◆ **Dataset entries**
=== Section Start ===

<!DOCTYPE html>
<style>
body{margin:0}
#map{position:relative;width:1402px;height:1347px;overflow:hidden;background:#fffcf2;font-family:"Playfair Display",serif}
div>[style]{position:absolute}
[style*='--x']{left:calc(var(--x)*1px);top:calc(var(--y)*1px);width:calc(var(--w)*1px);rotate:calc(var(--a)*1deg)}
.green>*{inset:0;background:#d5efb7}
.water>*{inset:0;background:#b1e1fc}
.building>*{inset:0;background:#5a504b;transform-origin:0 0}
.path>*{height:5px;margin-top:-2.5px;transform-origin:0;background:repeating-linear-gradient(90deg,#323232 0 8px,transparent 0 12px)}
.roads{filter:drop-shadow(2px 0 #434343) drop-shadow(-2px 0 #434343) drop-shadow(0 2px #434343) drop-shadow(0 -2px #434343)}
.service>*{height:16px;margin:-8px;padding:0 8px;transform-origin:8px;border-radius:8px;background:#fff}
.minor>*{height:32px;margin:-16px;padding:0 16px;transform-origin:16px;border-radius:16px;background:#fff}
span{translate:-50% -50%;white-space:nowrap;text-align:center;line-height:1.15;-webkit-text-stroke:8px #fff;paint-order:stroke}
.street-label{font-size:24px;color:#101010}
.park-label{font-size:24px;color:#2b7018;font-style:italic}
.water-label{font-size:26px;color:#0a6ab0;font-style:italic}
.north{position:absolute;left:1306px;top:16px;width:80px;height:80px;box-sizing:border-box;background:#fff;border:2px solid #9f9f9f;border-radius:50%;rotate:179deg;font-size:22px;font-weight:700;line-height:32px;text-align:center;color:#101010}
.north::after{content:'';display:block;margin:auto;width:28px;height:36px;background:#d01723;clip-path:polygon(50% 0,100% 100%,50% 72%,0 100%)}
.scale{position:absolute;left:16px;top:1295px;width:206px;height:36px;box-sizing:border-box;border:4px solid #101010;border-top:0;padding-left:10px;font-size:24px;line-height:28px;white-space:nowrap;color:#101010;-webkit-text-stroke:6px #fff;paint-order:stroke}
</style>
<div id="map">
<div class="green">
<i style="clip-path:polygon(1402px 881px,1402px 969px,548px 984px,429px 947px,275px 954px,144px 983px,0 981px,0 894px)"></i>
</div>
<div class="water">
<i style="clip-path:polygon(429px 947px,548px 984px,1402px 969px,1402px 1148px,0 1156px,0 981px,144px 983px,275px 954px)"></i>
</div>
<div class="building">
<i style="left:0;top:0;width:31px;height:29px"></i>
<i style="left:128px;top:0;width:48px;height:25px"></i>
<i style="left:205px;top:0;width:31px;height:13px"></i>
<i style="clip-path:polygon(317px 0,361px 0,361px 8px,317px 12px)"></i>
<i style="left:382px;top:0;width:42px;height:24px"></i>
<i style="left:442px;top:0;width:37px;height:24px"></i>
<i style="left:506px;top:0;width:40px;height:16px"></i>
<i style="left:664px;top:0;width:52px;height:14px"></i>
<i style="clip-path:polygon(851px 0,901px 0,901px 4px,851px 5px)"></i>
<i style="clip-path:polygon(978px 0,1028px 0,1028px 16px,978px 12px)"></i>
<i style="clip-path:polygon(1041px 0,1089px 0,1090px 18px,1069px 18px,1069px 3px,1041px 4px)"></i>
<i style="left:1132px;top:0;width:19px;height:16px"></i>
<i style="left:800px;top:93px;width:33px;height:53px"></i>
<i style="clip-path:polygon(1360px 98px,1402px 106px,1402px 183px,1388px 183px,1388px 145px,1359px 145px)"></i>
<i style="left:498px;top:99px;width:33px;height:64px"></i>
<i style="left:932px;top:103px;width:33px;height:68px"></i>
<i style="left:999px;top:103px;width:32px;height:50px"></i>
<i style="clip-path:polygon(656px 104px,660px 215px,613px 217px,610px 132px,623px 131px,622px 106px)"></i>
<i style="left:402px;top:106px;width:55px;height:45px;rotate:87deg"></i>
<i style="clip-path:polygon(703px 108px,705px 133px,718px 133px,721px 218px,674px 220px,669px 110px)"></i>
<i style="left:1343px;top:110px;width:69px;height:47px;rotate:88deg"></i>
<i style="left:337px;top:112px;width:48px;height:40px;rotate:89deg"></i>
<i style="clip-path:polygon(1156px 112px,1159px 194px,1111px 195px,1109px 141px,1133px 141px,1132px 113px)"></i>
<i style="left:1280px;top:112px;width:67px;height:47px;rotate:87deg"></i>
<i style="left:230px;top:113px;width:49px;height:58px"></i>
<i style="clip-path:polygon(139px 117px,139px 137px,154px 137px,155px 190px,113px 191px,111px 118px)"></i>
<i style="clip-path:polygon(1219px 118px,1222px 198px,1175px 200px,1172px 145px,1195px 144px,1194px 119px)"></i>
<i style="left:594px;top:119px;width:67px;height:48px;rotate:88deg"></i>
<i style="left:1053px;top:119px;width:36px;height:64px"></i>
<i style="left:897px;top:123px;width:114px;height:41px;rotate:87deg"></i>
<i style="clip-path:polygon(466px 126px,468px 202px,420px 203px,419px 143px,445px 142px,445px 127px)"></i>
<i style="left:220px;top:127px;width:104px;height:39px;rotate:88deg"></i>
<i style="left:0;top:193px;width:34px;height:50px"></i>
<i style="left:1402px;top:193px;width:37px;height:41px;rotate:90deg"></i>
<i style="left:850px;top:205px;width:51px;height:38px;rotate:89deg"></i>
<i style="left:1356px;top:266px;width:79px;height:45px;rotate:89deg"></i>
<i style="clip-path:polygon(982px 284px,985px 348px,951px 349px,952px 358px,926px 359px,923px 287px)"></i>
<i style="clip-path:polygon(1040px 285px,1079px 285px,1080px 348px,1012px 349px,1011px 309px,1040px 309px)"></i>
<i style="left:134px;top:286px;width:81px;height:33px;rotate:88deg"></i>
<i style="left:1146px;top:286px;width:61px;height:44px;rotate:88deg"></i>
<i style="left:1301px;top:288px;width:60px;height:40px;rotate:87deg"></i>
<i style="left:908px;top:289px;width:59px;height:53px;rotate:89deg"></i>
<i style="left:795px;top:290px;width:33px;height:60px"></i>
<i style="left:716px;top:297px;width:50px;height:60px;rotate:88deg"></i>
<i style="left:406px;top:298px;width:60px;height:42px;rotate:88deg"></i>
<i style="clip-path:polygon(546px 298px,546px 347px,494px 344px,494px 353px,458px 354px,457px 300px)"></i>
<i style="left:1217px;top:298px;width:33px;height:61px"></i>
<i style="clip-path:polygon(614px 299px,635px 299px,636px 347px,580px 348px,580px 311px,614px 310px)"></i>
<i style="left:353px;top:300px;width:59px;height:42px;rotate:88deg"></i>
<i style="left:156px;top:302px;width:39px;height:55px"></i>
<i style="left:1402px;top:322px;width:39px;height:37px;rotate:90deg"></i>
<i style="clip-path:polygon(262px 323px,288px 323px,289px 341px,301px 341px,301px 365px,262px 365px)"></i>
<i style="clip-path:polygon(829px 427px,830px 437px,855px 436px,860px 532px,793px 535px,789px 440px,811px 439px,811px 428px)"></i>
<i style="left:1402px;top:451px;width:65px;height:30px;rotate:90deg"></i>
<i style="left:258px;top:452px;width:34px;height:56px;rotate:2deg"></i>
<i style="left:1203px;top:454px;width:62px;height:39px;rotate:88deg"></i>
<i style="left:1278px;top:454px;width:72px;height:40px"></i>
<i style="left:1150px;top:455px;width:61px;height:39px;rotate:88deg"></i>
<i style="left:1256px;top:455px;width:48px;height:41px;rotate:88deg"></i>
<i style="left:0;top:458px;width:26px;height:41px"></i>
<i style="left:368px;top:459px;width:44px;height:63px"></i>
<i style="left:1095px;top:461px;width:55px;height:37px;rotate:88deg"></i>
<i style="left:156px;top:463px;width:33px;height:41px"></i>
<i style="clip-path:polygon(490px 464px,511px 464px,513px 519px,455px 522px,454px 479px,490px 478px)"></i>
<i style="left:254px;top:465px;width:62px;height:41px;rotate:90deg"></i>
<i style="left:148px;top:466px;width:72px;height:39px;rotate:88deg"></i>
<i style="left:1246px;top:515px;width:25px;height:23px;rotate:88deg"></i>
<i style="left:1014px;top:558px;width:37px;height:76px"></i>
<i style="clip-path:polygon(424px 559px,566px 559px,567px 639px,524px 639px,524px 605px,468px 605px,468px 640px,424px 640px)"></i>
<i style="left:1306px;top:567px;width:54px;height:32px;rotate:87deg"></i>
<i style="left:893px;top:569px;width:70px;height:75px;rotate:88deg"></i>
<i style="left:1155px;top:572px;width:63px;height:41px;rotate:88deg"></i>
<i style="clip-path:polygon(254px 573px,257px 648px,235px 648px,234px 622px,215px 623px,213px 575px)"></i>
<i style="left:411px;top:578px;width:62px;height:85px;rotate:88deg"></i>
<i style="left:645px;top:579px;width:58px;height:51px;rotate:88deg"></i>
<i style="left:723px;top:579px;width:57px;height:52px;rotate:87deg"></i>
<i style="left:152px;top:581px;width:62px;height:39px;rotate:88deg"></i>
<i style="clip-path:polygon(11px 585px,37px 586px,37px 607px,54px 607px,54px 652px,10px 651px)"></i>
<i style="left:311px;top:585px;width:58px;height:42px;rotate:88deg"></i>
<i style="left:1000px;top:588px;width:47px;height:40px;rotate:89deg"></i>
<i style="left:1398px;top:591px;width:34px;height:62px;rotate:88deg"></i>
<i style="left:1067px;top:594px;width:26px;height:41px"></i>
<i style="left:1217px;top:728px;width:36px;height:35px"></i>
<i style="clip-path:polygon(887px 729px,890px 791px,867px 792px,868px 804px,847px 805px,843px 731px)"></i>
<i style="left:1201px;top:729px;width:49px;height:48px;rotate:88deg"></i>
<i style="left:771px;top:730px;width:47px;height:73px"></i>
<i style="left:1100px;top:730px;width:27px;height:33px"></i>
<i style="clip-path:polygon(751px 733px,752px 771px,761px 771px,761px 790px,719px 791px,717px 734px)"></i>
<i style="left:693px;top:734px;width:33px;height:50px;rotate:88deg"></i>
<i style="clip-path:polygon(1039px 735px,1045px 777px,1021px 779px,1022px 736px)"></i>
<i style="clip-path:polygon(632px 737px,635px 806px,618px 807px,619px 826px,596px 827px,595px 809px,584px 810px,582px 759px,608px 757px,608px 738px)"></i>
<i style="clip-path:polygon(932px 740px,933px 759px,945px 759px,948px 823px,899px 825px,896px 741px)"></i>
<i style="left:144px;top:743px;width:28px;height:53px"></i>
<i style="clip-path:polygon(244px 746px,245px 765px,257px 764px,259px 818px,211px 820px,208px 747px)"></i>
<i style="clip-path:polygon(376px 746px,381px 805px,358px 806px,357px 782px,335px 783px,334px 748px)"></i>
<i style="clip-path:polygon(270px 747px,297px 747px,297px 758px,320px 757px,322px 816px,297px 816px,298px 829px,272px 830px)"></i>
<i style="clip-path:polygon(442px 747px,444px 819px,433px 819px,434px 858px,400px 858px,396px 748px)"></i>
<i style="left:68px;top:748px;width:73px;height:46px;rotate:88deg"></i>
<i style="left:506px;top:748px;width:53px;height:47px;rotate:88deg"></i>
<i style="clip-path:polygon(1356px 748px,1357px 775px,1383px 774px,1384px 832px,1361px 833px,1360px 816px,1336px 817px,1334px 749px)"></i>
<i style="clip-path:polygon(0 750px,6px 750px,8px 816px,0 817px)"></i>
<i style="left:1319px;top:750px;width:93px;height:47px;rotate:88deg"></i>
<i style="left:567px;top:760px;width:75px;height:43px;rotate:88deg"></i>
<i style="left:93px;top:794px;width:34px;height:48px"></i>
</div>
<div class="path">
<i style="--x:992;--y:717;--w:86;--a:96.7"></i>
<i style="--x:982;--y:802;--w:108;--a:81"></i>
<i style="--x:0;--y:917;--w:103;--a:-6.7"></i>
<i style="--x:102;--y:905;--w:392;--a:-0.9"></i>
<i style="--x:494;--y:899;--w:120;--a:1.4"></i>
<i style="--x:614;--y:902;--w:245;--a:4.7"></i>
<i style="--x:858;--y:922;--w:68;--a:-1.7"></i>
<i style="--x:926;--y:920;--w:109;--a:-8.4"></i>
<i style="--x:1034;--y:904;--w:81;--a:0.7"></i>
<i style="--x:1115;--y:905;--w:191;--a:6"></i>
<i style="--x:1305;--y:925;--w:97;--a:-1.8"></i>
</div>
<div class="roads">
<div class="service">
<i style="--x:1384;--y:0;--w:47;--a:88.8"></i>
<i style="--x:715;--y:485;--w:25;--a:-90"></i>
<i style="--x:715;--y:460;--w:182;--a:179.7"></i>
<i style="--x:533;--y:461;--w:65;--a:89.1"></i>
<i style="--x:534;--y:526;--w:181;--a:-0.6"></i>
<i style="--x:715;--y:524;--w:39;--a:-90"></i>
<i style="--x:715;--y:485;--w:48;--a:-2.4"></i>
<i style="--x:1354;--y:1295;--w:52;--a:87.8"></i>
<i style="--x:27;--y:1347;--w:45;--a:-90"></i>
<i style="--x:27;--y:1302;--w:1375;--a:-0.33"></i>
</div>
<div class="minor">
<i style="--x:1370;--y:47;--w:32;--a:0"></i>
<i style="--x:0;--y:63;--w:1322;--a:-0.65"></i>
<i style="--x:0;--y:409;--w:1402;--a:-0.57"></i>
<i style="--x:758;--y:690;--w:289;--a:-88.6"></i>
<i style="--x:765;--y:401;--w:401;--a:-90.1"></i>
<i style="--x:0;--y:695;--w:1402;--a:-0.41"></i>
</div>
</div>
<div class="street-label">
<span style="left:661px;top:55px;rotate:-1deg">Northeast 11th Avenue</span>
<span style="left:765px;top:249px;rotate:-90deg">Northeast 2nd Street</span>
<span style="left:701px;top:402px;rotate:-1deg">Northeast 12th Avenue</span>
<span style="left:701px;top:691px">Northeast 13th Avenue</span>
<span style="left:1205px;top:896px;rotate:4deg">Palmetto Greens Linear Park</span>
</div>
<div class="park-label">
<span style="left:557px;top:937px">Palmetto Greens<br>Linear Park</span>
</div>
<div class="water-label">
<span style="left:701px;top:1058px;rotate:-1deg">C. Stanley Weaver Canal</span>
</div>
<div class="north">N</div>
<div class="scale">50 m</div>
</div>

=== Section End ===

◆ **What to do**
Transcribe the records from their first line. Stop after the line with "0 8px,transparent 0", including it.

◆ **Output for this exercise**
<!DOCTYPE html>
<style>
body{margin:0}
#map{position:relative;width:1402px;height:1347px;overflow:hidden;background:#fffcf2;font-family:"Playfair Display",serif}
div>[style]{position:absolute}
[style*='--x']{left:calc(var(--x)*1px);top:calc(var(--y)*1px);width:calc(var(--w)*1px);rotate:calc(var(--a)*1deg)}
.green>*{inset:0;background:#d5efb7}
.water>*{inset:0;background:#b1e1fc}
.building>*{inset:0;background:#5a504b;transform-origin:0 0}
.path>*{height:5px;margin-top:-2.5px;transform-origin:0;background:repeating-linear-gradient(90deg,#323232 0 8px,transparent 0 12px)}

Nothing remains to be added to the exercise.